The Omani banking law is notable in many ways, but the most discussed way is that it prohibits--with very few exceptions--the use of commodity murabaha (tawarruq) (CMT). The exceptions are narrow: an Islamic bank is permitted to use CMT if its "survival is genuinely threatened, or in case of a conventional bank's conversion into Islamic where no other alternative mechanism exists to convert part or all of its portfolio, as determined by the bank's SSB". Any use of the CMT requires Central Bank approval, which should be effective in limiting the times it is used. In any case, it cannot be rolled over and so it can only be used for three months.
However, the concept of murabaha is usable, in particular, through sukuk. The Islamic banking law describes: "Murabaha Sukuk are certificates of equal value issued for the purpose of financing the purchase of goods through Murabaha, in which the certificate holders are granted ownership of the Murabaha commodity". The transaction has four steps:
1) The SPV set up by the company looking to finance the acquisition of a particular asset and issues sukuk certificates, selling them at par;
2) The SPV buys the asset needed by the company (the originator), using the proceeds of the sukuk issuance;
3) The SPV sells the asset to the originator in exchange for the commitment of the originator to pay their value, plus a fixed profit margin, with set payment terms;
4) The originator makes payments and when the final payment is made (either of the par value if it pays profit during the term of the sukuk or of the full cost plus profit amount) the proceeds are passed along to investors and the sukuk certificates are redeemed.
Nothing in the above description above varies from the typical structure used in murabaha sukuk (nor would it be expected since the rules require compliance with AAOIFI standards). However, what is not mentioned, and I cannot find in the rules, is whether there is approval of the purpose of the sukuk issuance.
What I mean here is that there is not a stipulated requirement that I can find for the murabaha sukuk to be approved by the central bank to determine whether it is a straight murabaha, or if the murabaha sukuk (or presumably any other murabaha financing) could be turned into a tawarruq. The law is pretty clear that CMT is prohibited for Islamic banks, so it would rule out this situation for Islamic banks (the Central Bank of Oman, in its capacity as regulator, would presumably review any murabaha undertaken by a bank to ensure it was not in violation of the prohibition of CMT).

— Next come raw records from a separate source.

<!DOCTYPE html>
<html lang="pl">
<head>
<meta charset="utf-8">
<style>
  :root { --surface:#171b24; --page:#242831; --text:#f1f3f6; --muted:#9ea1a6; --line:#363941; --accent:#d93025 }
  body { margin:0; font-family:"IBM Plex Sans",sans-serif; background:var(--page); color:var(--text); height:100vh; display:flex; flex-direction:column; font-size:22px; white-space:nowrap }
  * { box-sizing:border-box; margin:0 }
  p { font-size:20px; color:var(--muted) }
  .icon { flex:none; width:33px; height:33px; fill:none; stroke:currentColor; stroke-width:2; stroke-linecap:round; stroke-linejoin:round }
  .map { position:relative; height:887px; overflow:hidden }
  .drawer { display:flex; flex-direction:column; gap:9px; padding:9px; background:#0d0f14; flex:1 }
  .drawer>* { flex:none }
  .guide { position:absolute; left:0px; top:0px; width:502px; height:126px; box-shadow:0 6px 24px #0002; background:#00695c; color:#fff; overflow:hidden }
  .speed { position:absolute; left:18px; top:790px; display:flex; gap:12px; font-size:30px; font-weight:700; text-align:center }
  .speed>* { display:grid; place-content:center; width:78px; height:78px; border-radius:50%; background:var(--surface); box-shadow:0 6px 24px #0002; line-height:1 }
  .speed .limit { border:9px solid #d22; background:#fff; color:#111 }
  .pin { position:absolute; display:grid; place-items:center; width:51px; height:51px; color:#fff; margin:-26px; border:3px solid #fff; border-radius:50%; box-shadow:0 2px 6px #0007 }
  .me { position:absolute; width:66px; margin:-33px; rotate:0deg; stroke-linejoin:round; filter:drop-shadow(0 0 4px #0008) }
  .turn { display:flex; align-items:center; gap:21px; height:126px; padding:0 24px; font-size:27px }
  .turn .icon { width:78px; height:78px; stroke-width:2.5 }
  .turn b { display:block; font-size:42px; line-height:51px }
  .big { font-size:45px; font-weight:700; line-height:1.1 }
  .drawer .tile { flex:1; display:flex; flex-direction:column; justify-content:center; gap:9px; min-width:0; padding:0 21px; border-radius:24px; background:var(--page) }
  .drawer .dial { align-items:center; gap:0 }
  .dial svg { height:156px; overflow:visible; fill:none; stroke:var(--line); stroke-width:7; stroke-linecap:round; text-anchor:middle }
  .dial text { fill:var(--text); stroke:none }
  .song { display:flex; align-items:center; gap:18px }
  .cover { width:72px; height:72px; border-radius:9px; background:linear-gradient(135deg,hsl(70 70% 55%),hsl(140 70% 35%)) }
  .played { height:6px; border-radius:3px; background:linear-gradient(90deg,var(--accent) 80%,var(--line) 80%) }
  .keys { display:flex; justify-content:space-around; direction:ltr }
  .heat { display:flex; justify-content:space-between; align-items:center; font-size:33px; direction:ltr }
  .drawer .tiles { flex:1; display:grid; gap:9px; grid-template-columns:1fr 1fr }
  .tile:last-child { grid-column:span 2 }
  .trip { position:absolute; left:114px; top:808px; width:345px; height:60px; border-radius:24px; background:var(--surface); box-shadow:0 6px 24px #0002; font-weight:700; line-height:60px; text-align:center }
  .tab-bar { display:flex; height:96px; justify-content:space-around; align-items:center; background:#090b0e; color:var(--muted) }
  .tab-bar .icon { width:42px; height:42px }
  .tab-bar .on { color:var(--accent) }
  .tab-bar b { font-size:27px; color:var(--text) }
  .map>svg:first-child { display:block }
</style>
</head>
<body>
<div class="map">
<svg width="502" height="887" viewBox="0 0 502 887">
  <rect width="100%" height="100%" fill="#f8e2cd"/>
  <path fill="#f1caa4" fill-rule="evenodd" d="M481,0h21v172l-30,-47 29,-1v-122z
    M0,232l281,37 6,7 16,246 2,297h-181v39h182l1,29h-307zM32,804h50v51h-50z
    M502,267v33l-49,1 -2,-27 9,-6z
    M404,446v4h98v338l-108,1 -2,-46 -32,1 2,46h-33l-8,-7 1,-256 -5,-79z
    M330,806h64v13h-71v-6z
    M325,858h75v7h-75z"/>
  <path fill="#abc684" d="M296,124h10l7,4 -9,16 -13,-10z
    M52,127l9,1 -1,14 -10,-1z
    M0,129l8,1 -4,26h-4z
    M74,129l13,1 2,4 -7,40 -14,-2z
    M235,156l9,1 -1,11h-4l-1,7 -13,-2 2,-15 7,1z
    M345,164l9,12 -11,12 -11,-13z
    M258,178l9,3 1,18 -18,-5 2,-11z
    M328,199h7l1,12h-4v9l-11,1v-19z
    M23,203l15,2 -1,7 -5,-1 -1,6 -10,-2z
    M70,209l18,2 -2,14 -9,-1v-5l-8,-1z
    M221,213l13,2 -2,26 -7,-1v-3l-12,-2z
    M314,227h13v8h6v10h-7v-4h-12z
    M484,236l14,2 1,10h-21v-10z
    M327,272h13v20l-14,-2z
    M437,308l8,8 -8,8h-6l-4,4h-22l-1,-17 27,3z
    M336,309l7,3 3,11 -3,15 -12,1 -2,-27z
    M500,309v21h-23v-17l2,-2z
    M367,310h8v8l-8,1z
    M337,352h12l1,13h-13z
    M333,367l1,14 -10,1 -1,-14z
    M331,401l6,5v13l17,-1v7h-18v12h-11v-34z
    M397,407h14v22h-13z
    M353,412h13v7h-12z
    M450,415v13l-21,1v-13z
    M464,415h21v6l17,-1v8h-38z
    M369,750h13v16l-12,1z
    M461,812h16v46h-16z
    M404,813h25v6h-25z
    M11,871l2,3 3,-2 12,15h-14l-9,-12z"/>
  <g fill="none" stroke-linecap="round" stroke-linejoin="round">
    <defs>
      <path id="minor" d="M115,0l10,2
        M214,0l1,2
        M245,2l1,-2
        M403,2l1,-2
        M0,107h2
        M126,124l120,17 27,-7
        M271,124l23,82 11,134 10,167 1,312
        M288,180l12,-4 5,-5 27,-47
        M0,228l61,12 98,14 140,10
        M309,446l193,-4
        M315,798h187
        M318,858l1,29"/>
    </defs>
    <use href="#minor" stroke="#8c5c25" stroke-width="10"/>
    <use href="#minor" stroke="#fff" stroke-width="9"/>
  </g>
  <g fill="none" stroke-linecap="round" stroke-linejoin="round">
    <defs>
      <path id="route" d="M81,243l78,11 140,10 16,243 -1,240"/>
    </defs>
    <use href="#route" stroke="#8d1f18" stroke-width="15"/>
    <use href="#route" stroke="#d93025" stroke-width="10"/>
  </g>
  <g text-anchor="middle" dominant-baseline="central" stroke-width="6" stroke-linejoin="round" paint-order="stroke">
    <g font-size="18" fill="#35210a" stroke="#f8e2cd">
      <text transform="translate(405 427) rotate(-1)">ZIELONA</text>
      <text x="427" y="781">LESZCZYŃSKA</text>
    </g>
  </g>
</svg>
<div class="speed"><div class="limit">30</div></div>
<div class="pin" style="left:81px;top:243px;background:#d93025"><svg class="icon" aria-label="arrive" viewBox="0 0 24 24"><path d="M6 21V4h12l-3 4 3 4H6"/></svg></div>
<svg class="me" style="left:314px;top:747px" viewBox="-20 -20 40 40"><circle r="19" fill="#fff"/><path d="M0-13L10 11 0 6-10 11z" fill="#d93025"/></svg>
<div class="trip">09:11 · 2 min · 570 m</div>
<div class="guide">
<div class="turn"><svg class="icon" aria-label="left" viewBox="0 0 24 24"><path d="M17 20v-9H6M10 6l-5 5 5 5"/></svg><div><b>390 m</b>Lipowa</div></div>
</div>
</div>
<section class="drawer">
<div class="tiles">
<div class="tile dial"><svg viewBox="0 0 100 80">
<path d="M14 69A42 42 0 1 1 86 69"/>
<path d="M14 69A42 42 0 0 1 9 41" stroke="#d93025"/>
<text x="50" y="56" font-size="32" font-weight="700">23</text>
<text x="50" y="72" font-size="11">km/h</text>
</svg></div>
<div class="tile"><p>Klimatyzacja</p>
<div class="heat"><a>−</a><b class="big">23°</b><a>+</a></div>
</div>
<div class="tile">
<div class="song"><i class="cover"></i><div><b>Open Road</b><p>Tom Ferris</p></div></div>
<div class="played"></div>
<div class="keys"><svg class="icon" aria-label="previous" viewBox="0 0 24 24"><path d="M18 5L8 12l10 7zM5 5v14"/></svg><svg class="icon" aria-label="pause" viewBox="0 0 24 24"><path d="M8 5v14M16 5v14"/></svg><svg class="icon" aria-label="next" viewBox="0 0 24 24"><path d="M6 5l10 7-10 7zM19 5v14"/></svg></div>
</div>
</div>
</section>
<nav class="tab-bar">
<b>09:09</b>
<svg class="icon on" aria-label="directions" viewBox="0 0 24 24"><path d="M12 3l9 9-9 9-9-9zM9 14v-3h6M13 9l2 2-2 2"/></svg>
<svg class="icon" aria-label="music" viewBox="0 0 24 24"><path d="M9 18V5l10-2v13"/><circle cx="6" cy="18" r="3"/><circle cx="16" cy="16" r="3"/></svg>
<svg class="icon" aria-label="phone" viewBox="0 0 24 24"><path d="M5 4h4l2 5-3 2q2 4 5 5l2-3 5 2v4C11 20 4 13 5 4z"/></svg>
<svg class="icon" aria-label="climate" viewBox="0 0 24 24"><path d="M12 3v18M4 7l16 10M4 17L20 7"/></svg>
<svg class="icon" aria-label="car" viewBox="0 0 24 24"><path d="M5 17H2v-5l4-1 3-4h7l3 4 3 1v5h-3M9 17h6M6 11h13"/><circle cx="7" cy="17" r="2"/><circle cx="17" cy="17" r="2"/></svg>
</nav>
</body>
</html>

However, it is unclear whether there would be oversight from the Capital Markets Authority (CMA), which would likely fill the role of regulator of any sukuk issuance by non-financial companies. I don't think the rules for sukuk are available yet from the Omani CMA and they may cover this, but from the searching through the Islamic banking law, the closest I can find is:
The funds raised through the issuance of Sukuk should be applied to investment in specified assets rather than for general unspecified purposes. This implies that identifiable assets should provide the basis for Sukuk.

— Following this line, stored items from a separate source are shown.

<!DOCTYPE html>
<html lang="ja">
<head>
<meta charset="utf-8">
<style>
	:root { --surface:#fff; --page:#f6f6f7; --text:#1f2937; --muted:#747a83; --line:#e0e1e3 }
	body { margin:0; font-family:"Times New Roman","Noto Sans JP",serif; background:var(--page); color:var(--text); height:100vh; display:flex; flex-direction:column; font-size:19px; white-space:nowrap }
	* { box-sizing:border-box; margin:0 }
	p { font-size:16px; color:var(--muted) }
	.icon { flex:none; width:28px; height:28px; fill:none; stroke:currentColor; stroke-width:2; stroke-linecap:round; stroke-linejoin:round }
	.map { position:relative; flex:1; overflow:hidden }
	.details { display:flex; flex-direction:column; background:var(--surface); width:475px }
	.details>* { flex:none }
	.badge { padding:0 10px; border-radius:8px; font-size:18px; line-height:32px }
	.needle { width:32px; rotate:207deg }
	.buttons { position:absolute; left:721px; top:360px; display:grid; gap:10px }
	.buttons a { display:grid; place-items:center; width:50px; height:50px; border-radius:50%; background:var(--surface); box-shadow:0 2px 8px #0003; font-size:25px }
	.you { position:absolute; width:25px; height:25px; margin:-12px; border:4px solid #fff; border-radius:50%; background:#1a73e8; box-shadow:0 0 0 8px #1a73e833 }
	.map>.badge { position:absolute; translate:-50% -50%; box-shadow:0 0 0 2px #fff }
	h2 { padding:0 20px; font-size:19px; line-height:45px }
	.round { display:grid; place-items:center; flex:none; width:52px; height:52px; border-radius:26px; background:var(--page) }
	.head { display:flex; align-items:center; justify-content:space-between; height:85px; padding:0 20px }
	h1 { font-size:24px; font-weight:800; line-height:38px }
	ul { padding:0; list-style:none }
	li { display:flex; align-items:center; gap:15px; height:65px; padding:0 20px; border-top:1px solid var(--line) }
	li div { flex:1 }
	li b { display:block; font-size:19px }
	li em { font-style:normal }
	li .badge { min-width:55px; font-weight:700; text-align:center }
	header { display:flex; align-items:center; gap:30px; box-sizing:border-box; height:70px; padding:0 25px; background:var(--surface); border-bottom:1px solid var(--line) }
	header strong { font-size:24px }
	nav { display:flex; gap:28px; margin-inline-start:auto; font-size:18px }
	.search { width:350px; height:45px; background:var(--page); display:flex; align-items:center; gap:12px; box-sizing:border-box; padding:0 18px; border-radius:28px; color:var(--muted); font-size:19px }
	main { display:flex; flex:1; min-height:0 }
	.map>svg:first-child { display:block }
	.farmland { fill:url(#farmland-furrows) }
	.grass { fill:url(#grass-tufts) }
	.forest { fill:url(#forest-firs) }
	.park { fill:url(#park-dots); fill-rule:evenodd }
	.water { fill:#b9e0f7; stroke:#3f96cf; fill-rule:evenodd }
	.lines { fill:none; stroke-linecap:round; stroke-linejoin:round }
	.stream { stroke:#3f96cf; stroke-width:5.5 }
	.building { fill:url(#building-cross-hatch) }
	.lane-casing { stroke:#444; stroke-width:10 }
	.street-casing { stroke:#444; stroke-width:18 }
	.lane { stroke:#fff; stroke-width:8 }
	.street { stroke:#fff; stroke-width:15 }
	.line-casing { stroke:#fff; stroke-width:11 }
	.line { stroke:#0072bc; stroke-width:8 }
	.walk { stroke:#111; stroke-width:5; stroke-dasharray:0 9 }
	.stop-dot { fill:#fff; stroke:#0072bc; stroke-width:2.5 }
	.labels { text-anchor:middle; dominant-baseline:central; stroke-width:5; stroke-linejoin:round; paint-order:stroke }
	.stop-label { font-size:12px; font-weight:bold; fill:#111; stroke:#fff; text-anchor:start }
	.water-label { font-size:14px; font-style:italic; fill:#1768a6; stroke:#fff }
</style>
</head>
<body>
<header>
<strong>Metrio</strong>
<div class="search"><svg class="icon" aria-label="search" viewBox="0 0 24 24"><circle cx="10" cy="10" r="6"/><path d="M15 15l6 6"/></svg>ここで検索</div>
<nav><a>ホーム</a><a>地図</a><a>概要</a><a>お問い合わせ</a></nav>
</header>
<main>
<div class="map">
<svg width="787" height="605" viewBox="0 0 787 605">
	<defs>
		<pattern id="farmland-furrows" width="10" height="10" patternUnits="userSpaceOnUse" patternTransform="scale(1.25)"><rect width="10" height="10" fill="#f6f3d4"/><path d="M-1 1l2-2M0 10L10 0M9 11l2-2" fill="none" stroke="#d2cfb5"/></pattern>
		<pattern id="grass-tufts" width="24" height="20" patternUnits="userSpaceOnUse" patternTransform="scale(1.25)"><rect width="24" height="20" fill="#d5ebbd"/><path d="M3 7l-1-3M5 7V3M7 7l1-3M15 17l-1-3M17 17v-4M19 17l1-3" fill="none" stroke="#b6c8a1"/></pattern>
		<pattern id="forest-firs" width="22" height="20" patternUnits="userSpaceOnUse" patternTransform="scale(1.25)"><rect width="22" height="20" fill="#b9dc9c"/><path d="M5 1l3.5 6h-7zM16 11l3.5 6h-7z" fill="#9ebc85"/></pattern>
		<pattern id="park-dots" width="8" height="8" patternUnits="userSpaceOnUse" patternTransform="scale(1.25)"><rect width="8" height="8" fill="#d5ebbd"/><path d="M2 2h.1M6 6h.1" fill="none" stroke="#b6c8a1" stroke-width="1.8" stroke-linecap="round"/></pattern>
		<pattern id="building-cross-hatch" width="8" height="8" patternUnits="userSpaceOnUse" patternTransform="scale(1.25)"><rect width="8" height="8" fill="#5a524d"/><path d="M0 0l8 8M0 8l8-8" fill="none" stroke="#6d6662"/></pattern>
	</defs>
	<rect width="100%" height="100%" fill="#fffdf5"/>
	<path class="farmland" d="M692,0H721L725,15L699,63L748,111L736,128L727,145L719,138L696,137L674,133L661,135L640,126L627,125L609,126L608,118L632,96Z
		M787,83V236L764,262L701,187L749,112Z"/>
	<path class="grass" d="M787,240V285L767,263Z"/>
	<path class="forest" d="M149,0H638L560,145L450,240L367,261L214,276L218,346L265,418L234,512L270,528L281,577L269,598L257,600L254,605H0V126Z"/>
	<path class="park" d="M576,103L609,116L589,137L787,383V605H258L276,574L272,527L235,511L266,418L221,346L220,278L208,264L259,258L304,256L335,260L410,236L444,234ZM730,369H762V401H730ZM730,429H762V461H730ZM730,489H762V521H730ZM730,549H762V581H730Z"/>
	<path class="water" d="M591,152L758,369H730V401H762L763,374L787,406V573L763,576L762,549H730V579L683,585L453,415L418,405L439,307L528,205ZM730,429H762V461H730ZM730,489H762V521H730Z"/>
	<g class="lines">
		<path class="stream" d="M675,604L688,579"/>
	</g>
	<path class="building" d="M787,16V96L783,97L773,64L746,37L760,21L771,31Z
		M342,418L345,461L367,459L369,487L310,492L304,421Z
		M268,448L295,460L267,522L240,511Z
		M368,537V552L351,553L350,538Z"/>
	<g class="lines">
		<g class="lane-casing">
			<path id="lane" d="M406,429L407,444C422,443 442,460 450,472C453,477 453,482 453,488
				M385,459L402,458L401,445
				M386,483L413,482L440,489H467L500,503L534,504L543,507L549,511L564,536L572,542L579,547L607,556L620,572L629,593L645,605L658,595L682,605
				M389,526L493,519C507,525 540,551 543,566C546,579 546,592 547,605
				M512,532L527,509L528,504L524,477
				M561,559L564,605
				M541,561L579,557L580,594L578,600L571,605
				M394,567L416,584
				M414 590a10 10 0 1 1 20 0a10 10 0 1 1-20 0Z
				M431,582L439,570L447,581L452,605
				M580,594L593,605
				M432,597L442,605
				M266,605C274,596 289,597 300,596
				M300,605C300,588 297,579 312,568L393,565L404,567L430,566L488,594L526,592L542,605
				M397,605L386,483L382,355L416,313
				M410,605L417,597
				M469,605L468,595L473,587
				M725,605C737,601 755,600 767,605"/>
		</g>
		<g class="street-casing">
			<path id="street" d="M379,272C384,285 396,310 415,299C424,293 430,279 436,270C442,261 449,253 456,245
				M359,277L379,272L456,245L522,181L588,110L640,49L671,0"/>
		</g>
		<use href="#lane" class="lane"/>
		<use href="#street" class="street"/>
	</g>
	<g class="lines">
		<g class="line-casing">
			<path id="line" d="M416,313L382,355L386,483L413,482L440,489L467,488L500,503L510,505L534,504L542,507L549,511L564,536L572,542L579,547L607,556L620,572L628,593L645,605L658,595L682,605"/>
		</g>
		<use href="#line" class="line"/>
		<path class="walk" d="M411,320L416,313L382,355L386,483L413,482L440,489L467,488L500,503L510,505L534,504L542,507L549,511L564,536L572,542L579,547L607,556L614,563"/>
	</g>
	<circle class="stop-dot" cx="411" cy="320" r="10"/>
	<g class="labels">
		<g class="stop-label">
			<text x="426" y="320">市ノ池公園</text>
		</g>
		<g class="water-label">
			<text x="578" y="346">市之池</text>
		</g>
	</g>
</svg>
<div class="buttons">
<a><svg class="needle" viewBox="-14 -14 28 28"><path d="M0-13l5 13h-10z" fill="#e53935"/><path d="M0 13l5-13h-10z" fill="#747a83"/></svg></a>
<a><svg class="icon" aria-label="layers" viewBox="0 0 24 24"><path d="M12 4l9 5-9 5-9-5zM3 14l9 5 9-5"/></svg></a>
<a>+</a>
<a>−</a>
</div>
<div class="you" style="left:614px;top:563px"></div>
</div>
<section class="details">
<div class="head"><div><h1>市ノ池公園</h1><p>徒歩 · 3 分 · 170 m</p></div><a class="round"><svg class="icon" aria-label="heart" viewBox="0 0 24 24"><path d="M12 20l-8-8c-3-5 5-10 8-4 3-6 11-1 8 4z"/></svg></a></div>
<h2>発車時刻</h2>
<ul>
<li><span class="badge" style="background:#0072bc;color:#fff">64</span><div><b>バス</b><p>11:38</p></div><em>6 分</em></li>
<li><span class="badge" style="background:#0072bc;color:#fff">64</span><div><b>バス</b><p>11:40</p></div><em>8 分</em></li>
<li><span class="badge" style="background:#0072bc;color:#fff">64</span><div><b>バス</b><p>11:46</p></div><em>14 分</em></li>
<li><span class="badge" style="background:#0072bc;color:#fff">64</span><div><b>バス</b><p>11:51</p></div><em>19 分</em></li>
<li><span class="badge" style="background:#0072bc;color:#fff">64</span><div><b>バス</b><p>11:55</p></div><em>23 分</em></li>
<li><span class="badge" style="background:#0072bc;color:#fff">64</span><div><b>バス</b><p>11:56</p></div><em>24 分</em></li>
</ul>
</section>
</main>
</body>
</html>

Otherwise, what would be stopping a company in need of capital from issuing a sukuk to acquire 600 MT of nickel for $10 million and then in a separate transaction selling the nickel to realize $9.8 million in proceeds. Perhaps there would be a way for the CMA to target the issuer for failing to disclose accurately the reason for the sukuk (since it could not just be issued for 'general corporate purposes'). I would hope that there is some clarity when the CMA releases its guidelines for sukuk issuers that include some ex post review of the use of the assets to ensure that they are used for the stated purposes, but regardless it introduces some uncertainty.